INPUT DATA

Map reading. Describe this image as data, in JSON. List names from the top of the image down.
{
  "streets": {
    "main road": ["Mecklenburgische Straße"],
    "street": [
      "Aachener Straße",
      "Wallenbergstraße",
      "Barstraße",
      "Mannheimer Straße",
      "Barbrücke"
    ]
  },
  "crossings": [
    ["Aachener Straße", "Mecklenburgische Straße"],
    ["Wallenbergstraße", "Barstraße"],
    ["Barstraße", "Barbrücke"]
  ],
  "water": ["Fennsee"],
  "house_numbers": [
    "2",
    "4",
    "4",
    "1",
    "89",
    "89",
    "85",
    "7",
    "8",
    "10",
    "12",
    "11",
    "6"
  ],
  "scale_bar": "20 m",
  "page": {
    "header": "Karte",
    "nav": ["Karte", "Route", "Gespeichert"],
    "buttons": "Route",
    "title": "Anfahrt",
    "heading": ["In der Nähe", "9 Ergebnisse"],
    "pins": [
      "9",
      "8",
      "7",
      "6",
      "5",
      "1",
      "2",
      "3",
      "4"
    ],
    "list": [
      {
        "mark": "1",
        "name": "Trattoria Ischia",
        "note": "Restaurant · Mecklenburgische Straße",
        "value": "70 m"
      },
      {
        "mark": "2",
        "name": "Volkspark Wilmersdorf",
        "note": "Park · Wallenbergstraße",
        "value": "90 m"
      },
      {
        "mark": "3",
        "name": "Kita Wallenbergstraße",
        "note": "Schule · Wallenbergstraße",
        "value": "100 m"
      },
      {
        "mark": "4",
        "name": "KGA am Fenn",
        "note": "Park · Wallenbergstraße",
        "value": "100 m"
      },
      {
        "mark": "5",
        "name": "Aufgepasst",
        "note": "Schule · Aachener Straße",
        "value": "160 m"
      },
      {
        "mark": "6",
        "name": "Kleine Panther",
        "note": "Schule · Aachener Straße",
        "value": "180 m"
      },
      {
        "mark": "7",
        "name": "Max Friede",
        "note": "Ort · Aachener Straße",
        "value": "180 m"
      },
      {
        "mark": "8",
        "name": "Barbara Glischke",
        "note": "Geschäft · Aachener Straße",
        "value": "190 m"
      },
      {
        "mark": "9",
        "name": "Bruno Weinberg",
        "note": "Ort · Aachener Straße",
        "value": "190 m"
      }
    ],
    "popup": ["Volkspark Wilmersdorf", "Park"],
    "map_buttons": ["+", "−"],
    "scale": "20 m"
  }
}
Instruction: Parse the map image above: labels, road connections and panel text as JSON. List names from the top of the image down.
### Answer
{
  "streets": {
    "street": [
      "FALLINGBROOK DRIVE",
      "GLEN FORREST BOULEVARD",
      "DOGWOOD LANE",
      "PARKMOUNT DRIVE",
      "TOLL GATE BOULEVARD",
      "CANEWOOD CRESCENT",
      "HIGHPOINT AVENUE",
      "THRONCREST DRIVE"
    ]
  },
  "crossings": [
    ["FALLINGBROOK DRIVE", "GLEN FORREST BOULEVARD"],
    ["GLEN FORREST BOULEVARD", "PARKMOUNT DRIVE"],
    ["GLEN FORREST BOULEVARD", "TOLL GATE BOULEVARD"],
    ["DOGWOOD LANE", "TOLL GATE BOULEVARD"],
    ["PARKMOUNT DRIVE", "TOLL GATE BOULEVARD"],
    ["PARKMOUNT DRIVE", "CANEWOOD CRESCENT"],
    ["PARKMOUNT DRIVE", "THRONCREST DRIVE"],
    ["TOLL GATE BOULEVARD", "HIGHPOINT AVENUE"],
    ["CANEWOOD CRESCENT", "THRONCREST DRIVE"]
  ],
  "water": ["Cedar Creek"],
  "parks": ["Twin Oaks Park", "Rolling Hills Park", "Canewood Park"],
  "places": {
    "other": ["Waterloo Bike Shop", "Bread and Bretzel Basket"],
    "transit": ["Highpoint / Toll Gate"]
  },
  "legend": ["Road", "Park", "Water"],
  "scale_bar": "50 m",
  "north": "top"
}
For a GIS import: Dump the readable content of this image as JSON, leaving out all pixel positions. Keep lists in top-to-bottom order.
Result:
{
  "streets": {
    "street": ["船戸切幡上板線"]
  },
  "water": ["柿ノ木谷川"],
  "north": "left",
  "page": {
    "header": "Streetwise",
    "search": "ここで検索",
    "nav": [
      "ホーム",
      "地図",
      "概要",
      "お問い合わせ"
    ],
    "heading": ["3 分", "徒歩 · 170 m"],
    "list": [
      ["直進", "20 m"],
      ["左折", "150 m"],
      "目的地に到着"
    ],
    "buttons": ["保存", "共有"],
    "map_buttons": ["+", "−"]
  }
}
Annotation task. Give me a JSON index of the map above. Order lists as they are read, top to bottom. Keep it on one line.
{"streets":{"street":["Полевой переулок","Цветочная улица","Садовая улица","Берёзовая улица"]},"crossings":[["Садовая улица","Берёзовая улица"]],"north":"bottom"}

INSTRUCTIONS TO FOLLOW
Could I ask you to return the records exactly and in full?

RESPONSE
Map reading. Describe this image as data, in JSON. List names from the top of the image down.
{
  "streets": {
    "main road": ["Mecklenburgische Straße"],
    "street": [
      "Aachener Straße",
      "Wallenbergstraße",
      "Barstraße",
      "Mannheimer Straße",
      "Barbrücke"
    ]
  },
  "crossings": [
    ["Aachener Straße", "Mecklenburgische Straße"],
    ["Wallenbergstraße", "Barstraße"],
    ["Barstraße", "Barbrücke"]
  ],
  "water": ["Fennsee"],
  "house_numbers": [
    "2",
    "4",
    "4",
    "1",
    "89",
    "89",
    "85",
    "7",
    "8",
    "10",
    "12",
    "11",
    "6"
  ],
  "scale_bar": "20 m",
  "page": {
    "header": "Karte",
    "nav": ["Karte", "Route", "Gespeichert"],
    "buttons": "Route",
    "title": "Anfahrt",
    "heading": ["In der Nähe", "9 Ergebnisse"],
    "pins": [
      "9",
      "8",
      "7",
      "6",
      "5",
      "1",
      "2",
      "3",
      "4"
    ],
    "list": [
      {
        "mark": "1",
        "name": "Trattoria Ischia",
        "note": "Restaurant · Mecklenburgische Straße",
        "value": "70 m"
      },
      {
        "mark": "2",
        "name": "Volkspark Wilmersdorf",
        "note": "Park · Wallenbergstraße",
        "value": "90 m"
      },
      {
        "mark": "3",
        "name": "Kita Wallenbergstraße",
        "note": "Schule · Wallenbergstraße",
        "value": "100 m"
      },
      {
        "mark": "4",
        "name": "KGA am Fenn",
        "note": "Park · Wallenbergstraße",
        "value": "100 m"
      },
      {
        "mark": "5",
        "name": "Aufgepasst",
        "note": "Schule · Aachener Straße",
        "value": "160 m"
      },
      {
        "mark": "6",
        "name": "Kleine Panther",
        "note": "Schule · Aachener Straße",
        "value": "180 m"
      },
      {
        "mark": "7",
        "name": "Max Friede",
        "note": "Ort · Aachener Straße",
        "value": "180 m"
      },
      {
        "mark": "8",
        "name": "Barbara Glischke",
        "note": "Geschäft · Aachener Straße",
        "value": "190 m"
      },
      {
        "mark": "9",
        "name": "Bruno Weinberg",
        "note": "Ort · Aachener Straße",
        "value": "190 m"
      }
    ],
    "popup": ["Volkspark Wilmersdorf", "Park"],
    "map_buttons": ["+", "−"],
    "scale": "20 m"
  }
}
Instruction: Parse the map image above: labels, road connections and panel text as JSON. List names from the top of the image down.
### Answer
{
  "streets": {
    "street": [
      "FALLINGBROOK DRIVE",
      "GLEN FORREST BOULEVARD",
      "DOGWOOD LANE",
      "PARKMOUNT DRIVE",
      "TOLL GATE BOULEVARD",
      "CANEWOOD CRESCENT",
      "HIGHPOINT AVENUE",
      "THRONCREST DRIVE"
    ]
  },
  "crossings": [
    ["FALLINGBROOK DRIVE", "GLEN FORREST BOULEVARD"],
    ["GLEN FORREST BOULEVARD", "PARKMOUNT DRIVE"],
    ["GLEN FORREST BOULEVARD", "TOLL GATE BOULEVARD"],
    ["DOGWOOD LANE", "TOLL GATE BOULEVARD"],
    ["PARKMOUNT DRIVE", "TOLL GATE BOULEVARD"],
    ["PARKMOUNT DRIVE", "CANEWOOD CRESCENT"],
    ["PARKMOUNT DRIVE", "THRONCREST DRIVE"],
    ["TOLL GATE BOULEVARD", "HIGHPOINT AVENUE"],
    ["CANEWOOD CRESCENT", "THRONCREST DRIVE"]
  ],
  "water": ["Cedar Creek"],
  "parks": ["Twin Oaks Park", "Rolling Hills Park", "Canewood Park"],
  "places": {
    "other": ["Waterloo Bike Shop", "Bread and Bretzel Basket"],
    "transit": ["Highpoint / Toll Gate"]
  },
  "legend": ["Road", "Park", "Water"],
  "scale_bar": "50 m",
  "north": "top"
}
For a GIS import: Dump the readable content of this image as JSON, leaving out all pixel positions. Keep lists in top-to-bottom order.
Result:
{
  "streets": {
    "street": ["船戸切幡上板線"]
  },
  "water": ["柿ノ木谷川"],
  "north": "left",
  "page": {
    "header": "Streetwise",
    "search": "ここで検索",
    "nav": [
      "ホーム",
      "地図",
      "概要",
      "お問い合わせ"
    ],
    "heading": ["3 分", "徒歩 · 170 m"],
    "list": [
      ["直進", "20 m"],
      ["左折", "150 m"],
      "目的地に到着"
    ],
    "buttons": ["保存", "共有"],
    "map_buttons": ["+", "−"]
  }
}
Annotation task. Give me a JSON index of the map above. Order lists as they are read, top to bottom. Keep it on one line.
{"streets":{"street":["Полевой переулок","Цветочная улица","Садовая улица","Берёзовая улица"]},"crossings":[["Садовая улица","Берёзовая улица"]],"north":"bottom"}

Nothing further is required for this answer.